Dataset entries
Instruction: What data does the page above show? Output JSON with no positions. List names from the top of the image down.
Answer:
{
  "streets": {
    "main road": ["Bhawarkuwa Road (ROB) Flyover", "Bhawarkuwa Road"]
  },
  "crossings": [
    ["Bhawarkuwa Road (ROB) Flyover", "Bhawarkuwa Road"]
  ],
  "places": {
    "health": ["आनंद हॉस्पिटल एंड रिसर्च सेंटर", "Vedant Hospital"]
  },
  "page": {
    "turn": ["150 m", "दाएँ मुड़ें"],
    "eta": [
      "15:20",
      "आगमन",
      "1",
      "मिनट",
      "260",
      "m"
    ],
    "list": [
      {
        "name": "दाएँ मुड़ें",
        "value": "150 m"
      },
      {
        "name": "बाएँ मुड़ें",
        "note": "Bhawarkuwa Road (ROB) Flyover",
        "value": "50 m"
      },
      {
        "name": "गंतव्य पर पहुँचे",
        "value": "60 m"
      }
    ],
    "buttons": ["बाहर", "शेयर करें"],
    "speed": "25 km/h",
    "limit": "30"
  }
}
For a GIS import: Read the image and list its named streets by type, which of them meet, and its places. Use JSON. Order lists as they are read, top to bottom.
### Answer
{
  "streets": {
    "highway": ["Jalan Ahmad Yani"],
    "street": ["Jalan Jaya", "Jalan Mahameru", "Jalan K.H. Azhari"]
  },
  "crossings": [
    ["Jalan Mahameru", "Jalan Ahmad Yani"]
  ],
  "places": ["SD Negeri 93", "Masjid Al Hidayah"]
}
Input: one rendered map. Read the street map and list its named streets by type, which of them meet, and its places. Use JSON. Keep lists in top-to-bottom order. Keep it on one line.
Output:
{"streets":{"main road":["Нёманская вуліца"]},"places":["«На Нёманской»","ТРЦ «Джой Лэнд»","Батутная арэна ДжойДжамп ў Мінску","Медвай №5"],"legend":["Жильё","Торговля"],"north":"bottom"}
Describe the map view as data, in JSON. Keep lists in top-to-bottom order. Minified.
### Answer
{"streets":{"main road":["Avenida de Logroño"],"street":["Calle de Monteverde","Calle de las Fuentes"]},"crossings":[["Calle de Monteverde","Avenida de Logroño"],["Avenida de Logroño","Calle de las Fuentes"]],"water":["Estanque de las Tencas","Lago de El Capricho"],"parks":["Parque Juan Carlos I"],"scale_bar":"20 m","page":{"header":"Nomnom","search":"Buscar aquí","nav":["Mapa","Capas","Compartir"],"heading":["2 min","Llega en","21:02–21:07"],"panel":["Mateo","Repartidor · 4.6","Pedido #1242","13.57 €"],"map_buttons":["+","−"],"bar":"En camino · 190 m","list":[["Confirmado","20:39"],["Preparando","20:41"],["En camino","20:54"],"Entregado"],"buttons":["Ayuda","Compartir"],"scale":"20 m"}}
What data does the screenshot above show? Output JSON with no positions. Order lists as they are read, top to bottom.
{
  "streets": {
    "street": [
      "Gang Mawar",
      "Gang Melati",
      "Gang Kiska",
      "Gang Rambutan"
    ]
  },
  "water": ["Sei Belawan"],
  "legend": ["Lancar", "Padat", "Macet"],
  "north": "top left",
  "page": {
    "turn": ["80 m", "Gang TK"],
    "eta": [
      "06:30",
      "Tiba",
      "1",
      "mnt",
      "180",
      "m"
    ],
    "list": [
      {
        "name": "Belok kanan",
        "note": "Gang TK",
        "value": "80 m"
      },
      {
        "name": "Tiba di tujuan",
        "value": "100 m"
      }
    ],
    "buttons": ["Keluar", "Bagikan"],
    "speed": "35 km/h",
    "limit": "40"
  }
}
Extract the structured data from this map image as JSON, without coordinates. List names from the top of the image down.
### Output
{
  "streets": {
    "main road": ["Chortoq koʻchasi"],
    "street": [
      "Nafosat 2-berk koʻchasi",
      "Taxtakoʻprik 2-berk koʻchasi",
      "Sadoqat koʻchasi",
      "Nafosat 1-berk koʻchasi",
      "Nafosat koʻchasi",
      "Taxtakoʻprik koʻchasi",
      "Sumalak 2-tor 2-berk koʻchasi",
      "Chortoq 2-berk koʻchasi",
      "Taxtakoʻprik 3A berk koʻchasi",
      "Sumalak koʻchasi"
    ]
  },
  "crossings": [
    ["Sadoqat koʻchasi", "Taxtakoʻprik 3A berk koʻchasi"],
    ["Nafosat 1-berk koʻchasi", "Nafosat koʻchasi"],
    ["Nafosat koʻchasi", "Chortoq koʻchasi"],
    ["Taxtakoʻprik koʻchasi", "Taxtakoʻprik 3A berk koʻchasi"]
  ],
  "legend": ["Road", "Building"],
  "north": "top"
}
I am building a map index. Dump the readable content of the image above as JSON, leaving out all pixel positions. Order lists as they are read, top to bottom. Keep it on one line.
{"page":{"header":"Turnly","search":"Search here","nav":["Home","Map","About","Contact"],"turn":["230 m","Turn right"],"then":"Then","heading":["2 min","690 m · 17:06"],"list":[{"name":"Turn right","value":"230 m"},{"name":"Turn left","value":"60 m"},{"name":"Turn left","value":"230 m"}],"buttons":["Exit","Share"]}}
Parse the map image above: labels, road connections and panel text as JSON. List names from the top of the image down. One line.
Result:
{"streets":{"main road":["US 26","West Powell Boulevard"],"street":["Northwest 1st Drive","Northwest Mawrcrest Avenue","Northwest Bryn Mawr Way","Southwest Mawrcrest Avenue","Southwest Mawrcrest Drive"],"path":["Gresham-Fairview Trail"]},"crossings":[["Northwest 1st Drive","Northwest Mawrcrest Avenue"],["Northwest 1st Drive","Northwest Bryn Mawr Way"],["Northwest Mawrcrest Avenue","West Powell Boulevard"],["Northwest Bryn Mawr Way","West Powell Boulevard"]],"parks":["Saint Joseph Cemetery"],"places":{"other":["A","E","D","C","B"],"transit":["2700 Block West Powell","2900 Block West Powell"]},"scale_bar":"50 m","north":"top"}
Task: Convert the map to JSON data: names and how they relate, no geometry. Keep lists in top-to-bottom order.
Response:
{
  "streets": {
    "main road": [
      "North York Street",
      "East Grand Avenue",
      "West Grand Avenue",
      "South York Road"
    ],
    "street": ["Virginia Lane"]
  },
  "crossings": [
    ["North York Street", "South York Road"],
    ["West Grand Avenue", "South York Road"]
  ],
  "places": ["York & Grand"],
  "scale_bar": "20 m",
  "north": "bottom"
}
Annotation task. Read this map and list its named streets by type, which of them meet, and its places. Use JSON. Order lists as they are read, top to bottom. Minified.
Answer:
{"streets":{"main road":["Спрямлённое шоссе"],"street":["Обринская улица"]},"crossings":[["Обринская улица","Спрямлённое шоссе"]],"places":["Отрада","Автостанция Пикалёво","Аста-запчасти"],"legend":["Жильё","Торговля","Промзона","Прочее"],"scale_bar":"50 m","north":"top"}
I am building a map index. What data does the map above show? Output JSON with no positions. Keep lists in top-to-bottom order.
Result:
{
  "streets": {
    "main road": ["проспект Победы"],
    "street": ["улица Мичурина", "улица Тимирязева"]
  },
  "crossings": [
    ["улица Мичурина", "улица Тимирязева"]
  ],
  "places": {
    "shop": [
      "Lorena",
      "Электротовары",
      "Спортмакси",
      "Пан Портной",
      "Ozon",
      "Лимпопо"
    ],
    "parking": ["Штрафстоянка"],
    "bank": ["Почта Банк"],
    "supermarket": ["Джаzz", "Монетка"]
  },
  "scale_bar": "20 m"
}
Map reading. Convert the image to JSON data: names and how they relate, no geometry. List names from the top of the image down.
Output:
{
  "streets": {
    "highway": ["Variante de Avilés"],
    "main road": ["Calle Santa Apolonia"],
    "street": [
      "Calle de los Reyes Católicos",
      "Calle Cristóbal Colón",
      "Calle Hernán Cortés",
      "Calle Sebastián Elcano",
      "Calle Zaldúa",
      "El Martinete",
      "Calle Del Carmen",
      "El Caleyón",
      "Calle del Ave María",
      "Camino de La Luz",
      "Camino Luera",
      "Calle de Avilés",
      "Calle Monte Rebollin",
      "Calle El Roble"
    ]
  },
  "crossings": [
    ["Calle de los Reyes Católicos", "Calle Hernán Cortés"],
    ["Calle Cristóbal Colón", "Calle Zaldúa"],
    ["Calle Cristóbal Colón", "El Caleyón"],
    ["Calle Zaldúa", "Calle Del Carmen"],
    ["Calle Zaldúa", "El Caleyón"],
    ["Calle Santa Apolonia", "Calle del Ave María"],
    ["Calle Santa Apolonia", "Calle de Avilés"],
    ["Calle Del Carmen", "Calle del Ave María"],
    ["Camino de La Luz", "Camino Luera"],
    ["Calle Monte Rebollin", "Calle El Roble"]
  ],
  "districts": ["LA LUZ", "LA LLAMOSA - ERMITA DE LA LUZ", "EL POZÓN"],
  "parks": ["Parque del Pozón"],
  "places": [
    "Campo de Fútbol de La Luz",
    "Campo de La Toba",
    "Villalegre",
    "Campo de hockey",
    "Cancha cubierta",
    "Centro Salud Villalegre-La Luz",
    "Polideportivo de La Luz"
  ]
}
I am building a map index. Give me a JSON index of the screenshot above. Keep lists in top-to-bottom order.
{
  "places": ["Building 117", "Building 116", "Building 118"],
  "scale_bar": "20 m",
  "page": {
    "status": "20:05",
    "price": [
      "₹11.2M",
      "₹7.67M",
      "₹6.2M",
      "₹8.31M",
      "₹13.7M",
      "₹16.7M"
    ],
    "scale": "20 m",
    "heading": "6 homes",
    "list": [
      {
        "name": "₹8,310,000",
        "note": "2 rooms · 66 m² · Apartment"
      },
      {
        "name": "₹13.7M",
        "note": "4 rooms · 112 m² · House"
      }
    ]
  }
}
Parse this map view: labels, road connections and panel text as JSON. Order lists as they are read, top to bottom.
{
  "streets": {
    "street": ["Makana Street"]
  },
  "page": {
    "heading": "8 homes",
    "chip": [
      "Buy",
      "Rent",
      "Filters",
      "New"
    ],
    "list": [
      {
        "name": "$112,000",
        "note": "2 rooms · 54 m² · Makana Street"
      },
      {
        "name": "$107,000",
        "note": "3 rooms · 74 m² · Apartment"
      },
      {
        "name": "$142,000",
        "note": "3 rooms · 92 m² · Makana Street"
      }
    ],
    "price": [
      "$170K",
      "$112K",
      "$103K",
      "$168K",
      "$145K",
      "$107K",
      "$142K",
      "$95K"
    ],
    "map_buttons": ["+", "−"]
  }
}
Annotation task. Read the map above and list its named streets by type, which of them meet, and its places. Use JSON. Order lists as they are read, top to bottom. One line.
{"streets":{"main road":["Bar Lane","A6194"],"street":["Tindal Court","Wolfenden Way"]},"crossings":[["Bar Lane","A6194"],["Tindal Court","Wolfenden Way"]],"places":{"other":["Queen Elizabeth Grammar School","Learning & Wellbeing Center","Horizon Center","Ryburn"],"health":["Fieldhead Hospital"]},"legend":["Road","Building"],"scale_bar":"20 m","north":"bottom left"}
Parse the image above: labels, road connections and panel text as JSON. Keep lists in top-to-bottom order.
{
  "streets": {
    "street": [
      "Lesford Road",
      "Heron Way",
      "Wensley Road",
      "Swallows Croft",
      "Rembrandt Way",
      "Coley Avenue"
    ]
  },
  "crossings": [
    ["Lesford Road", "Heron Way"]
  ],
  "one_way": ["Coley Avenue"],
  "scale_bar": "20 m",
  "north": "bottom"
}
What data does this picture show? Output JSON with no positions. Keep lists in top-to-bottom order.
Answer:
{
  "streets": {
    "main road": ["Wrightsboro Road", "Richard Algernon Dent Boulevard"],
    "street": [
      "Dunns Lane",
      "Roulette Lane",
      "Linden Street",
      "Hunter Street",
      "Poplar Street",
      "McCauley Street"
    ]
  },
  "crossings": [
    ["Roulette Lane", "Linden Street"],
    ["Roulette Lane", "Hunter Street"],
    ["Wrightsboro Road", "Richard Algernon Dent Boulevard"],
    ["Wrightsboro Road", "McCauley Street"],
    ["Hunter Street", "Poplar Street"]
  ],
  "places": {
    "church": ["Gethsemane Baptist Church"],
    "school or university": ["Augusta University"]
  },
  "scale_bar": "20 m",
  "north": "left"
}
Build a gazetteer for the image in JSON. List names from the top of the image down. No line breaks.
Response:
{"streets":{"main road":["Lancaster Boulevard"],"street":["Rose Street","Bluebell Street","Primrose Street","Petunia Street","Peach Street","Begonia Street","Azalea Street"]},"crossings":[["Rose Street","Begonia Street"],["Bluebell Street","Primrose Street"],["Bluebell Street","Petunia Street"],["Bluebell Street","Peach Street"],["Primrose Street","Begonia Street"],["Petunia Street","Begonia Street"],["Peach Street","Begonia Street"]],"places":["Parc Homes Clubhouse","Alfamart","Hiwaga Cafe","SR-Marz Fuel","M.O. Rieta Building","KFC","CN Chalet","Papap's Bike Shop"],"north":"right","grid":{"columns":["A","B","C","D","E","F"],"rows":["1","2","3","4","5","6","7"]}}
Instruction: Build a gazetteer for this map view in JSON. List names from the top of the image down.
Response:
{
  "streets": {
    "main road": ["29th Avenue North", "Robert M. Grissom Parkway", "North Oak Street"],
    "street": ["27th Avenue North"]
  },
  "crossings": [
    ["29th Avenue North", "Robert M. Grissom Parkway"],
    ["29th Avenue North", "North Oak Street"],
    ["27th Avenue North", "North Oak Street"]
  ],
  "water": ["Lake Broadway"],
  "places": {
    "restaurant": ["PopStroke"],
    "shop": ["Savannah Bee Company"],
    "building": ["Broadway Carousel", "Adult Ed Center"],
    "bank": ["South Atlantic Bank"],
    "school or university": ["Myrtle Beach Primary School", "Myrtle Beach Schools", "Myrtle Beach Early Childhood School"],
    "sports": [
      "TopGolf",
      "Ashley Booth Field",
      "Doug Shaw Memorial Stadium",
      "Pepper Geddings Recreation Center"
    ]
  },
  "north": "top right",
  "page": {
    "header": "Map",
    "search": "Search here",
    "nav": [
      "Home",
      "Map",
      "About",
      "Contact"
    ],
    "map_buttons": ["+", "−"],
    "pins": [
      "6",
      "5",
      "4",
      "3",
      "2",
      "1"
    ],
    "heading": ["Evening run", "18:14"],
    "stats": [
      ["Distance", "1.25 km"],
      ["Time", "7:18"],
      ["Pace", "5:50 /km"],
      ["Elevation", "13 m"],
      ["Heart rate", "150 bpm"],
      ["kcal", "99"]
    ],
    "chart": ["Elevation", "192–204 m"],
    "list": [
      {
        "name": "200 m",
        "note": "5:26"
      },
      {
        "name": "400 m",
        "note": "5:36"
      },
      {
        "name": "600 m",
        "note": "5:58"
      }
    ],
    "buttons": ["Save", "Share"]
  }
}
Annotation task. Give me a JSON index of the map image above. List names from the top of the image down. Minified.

Task statement
Exactly as written, please reproduce the lines from the first line of the data to the line containing "For a GIS import: Read", inclusive, and nothing else.

The completed task
Instruction: What data does the page above show? Output JSON with no positions. List names from the top of the image down.
Answer:
{
  "streets": {
    "main road": ["Bhawarkuwa Road (ROB) Flyover", "Bhawarkuwa Road"]
  },
  "crossings": [
    ["Bhawarkuwa Road (ROB) Flyover", "Bhawarkuwa Road"]
  ],
  "places": {
    "health": ["आनंद हॉस्पिटल एंड रिसर्च सेंटर", "Vedant Hospital"]
  },
  "page": {
    "turn": ["150 m", "दाएँ मुड़ें"],
    "eta": [
      "15:20",
      "आगमन",
      "1",
      "मिनट",
      "260",
      "m"
    ],
    "list": [
      {
        "name": "दाएँ मुड़ें",
        "value": "150 m"
      },
      {
        "name": "बाएँ मुड़ें",
        "note": "Bhawarkuwa Road (ROB) Flyover",
        "value": "50 m"
      },
      {
        "name": "गंतव्य पर पहुँचे",
        "value": "60 m"
      }
    ],
    "buttons": ["बाहर", "शेयर करें"],
    "speed": "25 km/h",
    "limit": "30"
  }
}
For a GIS import: Read the image and list its named streets by type, which of them meet, and its places. Use JSON. Order lists as they are read, top to bottom.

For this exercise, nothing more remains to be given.